**About this exercise**
The records need to be set down again exactly as they appear.

[Saved data entries]
Content starts

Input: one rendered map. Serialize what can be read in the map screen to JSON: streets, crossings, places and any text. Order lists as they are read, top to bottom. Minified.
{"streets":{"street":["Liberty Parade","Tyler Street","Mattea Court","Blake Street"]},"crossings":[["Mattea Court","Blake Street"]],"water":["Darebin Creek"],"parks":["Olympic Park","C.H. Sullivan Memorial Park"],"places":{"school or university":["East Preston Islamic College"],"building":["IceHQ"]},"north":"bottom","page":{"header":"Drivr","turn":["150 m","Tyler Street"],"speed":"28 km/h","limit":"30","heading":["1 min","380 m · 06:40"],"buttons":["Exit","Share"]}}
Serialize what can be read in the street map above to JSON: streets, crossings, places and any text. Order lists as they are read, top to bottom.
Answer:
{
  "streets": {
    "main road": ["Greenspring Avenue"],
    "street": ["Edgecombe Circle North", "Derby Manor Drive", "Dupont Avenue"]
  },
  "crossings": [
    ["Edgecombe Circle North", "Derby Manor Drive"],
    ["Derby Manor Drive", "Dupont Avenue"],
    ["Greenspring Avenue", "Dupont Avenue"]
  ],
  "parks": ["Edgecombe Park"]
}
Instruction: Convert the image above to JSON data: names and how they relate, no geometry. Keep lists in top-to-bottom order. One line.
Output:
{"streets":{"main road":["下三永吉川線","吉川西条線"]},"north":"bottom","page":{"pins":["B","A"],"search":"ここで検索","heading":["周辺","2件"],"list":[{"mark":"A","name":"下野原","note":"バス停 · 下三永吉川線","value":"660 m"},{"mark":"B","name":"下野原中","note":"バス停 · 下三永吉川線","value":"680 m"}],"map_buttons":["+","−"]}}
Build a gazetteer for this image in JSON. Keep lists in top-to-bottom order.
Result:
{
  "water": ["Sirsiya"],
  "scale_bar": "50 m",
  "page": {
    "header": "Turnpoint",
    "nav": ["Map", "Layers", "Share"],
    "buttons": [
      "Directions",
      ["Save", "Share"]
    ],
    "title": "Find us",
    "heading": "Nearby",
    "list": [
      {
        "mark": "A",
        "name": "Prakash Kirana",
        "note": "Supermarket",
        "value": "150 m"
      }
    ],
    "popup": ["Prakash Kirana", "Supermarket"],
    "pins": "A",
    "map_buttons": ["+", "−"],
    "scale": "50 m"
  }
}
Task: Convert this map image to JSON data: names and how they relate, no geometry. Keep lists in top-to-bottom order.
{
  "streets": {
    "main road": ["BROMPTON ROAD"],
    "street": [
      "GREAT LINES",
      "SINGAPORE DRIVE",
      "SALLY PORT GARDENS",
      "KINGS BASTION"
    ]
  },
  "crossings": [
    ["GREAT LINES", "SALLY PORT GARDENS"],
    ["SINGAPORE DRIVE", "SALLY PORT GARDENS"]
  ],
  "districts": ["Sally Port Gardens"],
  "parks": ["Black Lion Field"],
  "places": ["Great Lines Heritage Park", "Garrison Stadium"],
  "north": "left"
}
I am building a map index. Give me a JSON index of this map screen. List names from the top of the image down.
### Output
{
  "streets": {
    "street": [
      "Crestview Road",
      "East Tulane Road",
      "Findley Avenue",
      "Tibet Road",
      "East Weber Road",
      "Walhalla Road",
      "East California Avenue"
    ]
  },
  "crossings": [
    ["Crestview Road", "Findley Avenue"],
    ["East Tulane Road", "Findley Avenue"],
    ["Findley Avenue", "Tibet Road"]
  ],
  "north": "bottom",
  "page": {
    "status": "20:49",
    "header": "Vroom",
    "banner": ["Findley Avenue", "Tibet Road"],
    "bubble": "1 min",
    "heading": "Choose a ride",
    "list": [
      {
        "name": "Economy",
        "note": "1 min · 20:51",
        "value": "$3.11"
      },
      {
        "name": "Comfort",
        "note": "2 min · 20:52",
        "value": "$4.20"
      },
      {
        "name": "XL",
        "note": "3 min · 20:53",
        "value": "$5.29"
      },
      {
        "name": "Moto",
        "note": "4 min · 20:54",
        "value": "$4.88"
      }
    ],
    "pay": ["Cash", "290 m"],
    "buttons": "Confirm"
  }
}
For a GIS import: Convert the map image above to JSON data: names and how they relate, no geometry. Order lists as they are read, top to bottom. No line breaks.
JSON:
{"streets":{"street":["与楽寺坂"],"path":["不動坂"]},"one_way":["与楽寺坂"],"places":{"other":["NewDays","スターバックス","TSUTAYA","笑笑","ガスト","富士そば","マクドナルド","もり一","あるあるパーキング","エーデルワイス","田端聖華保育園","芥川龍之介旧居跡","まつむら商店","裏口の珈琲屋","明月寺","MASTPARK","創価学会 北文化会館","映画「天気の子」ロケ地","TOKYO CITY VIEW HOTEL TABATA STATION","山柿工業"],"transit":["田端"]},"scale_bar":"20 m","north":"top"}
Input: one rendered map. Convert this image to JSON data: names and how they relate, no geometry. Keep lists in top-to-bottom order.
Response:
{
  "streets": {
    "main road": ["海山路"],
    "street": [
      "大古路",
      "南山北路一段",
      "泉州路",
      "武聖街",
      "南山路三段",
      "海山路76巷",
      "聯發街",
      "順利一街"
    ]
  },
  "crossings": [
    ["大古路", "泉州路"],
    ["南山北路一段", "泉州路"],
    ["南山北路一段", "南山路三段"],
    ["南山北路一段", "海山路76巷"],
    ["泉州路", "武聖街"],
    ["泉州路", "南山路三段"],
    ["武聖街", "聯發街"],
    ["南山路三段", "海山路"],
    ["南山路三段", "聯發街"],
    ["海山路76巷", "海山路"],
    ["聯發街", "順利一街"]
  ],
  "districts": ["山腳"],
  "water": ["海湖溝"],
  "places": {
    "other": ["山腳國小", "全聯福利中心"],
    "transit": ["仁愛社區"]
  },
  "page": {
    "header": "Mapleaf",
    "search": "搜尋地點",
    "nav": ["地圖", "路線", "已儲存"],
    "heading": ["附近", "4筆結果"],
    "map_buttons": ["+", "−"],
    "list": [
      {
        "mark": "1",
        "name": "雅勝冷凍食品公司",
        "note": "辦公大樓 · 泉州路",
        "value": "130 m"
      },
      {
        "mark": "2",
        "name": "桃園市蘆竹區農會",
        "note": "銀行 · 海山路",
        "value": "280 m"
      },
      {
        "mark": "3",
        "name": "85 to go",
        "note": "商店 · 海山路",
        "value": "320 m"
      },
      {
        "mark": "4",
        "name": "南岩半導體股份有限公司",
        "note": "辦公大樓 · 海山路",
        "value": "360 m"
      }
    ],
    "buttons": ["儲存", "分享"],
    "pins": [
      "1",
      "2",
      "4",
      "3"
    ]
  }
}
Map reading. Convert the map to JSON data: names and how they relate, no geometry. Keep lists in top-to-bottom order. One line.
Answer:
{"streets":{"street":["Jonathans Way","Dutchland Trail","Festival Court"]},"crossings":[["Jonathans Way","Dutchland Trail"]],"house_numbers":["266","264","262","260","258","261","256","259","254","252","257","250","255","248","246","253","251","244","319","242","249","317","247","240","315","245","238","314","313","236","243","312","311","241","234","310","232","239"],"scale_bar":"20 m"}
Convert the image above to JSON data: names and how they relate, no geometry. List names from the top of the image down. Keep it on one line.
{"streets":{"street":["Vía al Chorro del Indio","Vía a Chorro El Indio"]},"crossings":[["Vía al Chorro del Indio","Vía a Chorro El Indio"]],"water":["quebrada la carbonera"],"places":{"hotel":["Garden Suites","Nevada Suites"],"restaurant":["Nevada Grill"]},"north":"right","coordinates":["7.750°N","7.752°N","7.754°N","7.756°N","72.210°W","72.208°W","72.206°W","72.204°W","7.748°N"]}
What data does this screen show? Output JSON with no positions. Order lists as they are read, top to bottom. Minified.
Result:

Content ends

**Solution to the exercise**
Input: one rendered map. Serialize what can be read in the map screen to JSON: streets, crossings, places and any text. Order lists as they are read, top to bottom. Minified.
{"streets":{"street":["Liberty Parade","Tyler Street","Mattea Court","Blake Street"]},"crossings":[["Mattea Court","Blake Street"]],"water":["Darebin Creek"],"parks":["Olympic Park","C.H. Sullivan Memorial Park"],"places":{"school or university":["East Preston Islamic College"],"building":["IceHQ"]},"north":"bottom","page":{"header":"Drivr","turn":["150 m","Tyler Street"],"speed":"28 km/h","limit":"30","heading":["1 min","380 m · 06:40"],"buttons":["Exit","Share"]}}
Serialize what can be read in the street map above to JSON: streets, crossings, places and any text. Order lists as they are read, top to bottom.
Answer:
{
  "streets": {
    "main road": ["Greenspring Avenue"],
    "street": ["Edgecombe Circle North", "Derby Manor Drive", "Dupont Avenue"]
  },
  "crossings": [
    ["Edgecombe Circle North", "Derby Manor Drive"],
    ["Derby Manor Drive", "Dupont Avenue"],
    ["Greenspring Avenue", "Dupont Avenue"]
  ],
  "parks": ["Edgecombe Park"]
}
Instruction: Convert the image above to JSON data: names and how they relate, no geometry. Keep lists in top-to-bottom order. One line.
Output:
{"streets":{"main road":["下三永吉川線","吉川西条線"]},"north":"bottom","page":{"pins":["B","A"],"search":"ここで検索","heading":["周辺","2件"],"list":[{"mark":"A","name":"下野原","note":"バス停 · 下三永吉川線","value":"660 m"},{"mark":"B","name":"下野原中","note":"バス停 · 下三永吉川線","value":"680 m"}],"map_buttons":["+","−"]}}
Build a gazetteer for this image in JSON. Keep lists in top-to-bottom order.
Result:
{
  "water": ["Sirsiya"],
  "scale_bar": "50 m",
  "page": {
    "header": "Turnpoint",
    "nav": ["Map", "Layers", "Share"],
    "buttons": [
      "Directions",
      ["Save", "Share"]
    ],
    "title": "Find us",
    "heading": "Nearby",
    "list": [
      {
        "mark": "A",
        "name": "Prakash Kirana",
        "note": "Supermarket",
        "value": "150 m"
      }
    ],
    "popup": ["Prakash Kirana", "Supermarket"],
    "pins": "A",
    "map_buttons": ["+", "−"],
    "scale": "50 m"
  }
}
Task: Convert this map image to JSON data: names and how they relate, no geometry. Keep lists in top-to-bottom order.
{
  "streets": {
    "main road": ["BROMPTON ROAD"],
    "street": [
      "GREAT LINES",
      "SINGAPORE DRIVE",
      "SALLY PORT GARDENS",
      "KINGS BASTION"
    ]
  },
  "crossings": [
    ["GREAT LINES", "SALLY PORT GARDENS"],
    ["SINGAPORE DRIVE", "SALLY PORT GARDENS"]
  ],
  "districts": ["Sally Port Gardens"],
  "parks": ["Black Lion Field"],
  "places": ["Great Lines Heritage Park", "Garrison Stadium"],
  "north": "left"
}
I am building a map index. Give me a JSON index of this map screen. List names from the top of the image down.
### Output
{
  "streets": {
    "street": [
      "Crestview Road",
      "East Tulane Road",
      "Findley Avenue",
      "Tibet Road",
      "East Weber Road",
      "Walhalla Road",
      "East California Avenue"
    ]
  },
  "crossings": [
    ["Crestview Road", "Findley Avenue"],
    ["East Tulane Road", "Findley Avenue"],
    ["Findley Avenue", "Tibet Road"]
  ],
  "north": "bottom",
  "page": {
    "status": "20:49",
    "header": "Vroom",
    "banner": ["Findley Avenue", "Tibet Road"],
    "bubble": "1 min",
    "heading": "Choose a ride",
    "list": [
      {
        "name": "Economy",
        "note": "1 min · 20:51",
        "value": "$3.11"
      },
      {
        "name": "Comfort",
        "note": "2 min · 20:52",
        "value": "$4.20"
      },
      {
        "name": "XL",
        "note": "3 min · 20:53",
        "value": "$5.29"
      },
      {
        "name": "Moto",
        "note": "4 min · 20:54",
        "value": "$4.88"
      }
    ],
    "pay": ["Cash", "290 m"],
    "buttons": "Confirm"
  }
}
For a GIS import: Convert the map image above to JSON data: names and how they relate, no geometry. Order lists as they are read, top to bottom. No line breaks.
JSON:
{"streets":{"street":["与楽寺坂"],"path":["不動坂"]},"one_way":["与楽寺坂"],"places":{"other":["NewDays","スターバックス","TSUTAYA","笑笑","ガスト","富士そば","マクドナルド","もり一","あるあるパーキング","エーデルワイス","田端聖華保育園","芥川龍之介旧居跡","まつむら商店","裏口の珈琲屋","明月寺","MASTPARK","創価学会 北文化会館","映画「天気の子」ロケ地","TOKYO CITY VIEW HOTEL TABATA STATION","山柿工業"],"transit":["田端"]},"scale_bar":"20 m","north":"top"}
Input: one rendered map. Convert this image to JSON data: names and how they relate, no geometry. Keep lists in top-to-bottom order.
Response:
{
  "streets": {
    "main road": ["海山路"],
    "street": [
      "大古路",
      "南山北路一段",
      "泉州路",
      "武聖街",
      "南山路三段",
      "海山路76巷",
      "聯發街",
      "順利一街"
    ]
  },
  "crossings": [
    ["大古路", "泉州路"],
    ["南山北路一段", "泉州路"],
    ["南山北路一段", "南山路三段"],
    ["南山北路一段", "海山路76巷"],
    ["泉州路", "武聖街"],
    ["泉州路", "南山路三段"],
    ["武聖街", "聯發街"],
    ["南山路三段", "海山路"],
    ["南山路三段", "聯發街"],
    ["海山路76巷", "海山路"],
    ["聯發街", "順利一街"]
  ],
  "districts": ["山腳"],
  "water": ["海湖溝"],
  "places": {
    "other": ["山腳國小", "全聯福利中心"],
    "transit": ["仁愛社區"]
  },
  "page": {
    "header": "Mapleaf",
    "search": "搜尋地點",
    "nav": ["地圖", "路線", "已儲存"],
    "heading": ["附近", "4筆結果"],
    "map_buttons": ["+", "−"],
    "list": [
      {
        "mark": "1",
        "name": "雅勝冷凍食品公司",
        "note": "辦公大樓 · 泉州路",
        "value": "130 m"
      },
      {
        "mark": "2",
        "name": "桃園市蘆竹區農會",
        "note": "銀行 · 海山路",
        "value": "280 m"
      },
      {
        "mark": "3",
        "name": "85 to go",
        "note": "商店 · 海山路",
        "value": "320 m"
      },
      {
        "mark": "4",
        "name": "南岩半導體股份有限公司",
        "note": "辦公大樓 · 海山路",
        "value": "360 m"
      }
    ],
    "buttons": ["儲存", "分享"],
    "pins": [
      "1",
      "2",
      "4",
      "3"
    ]
  }
}
Map reading. Convert the map to JSON data: names and how they relate, no geometry. Keep lists in top-to-bottom order. One line.
Answer:
{"streets":{"street":["Jonathans Way","Dutchland Trail","Festival Court"]},"crossings":[["Jonathans Way","Dutchland Trail"]],"house_numbers":["266","264","262","260","258","261","256","259","254","252","257","250","255","248","246","253","251","244","319","242","249","317","247","240","315","245","238","314","313","236","243","312","311","241","234","310","232","239"],"scale_bar":"20 m"}
Convert the image above to JSON data: names and how they relate, no geometry. List names from the top of the image down. Keep it on one line.
{"streets":{"street":["Vía al Chorro del Indio","Vía a Chorro El Indio"]},"crossings":[["Vía al Chorro del Indio","Vía a Chorro El Indio"]],"water":["quebrada la carbonera"],"places":{"hotel":["Garden Suites","Nevada Suites"],"restaurant":["Nevada Grill"]},"north":"right","coordinates":["7.750°N","7.752°N","7.754°N","7.756°N","72.210°W","72.208°W","72.206°W","72.204°W","7.748°N"]}
What data does this screen show? Output JSON with no positions. Order lists as they are read, top to bottom. Minified.
Result:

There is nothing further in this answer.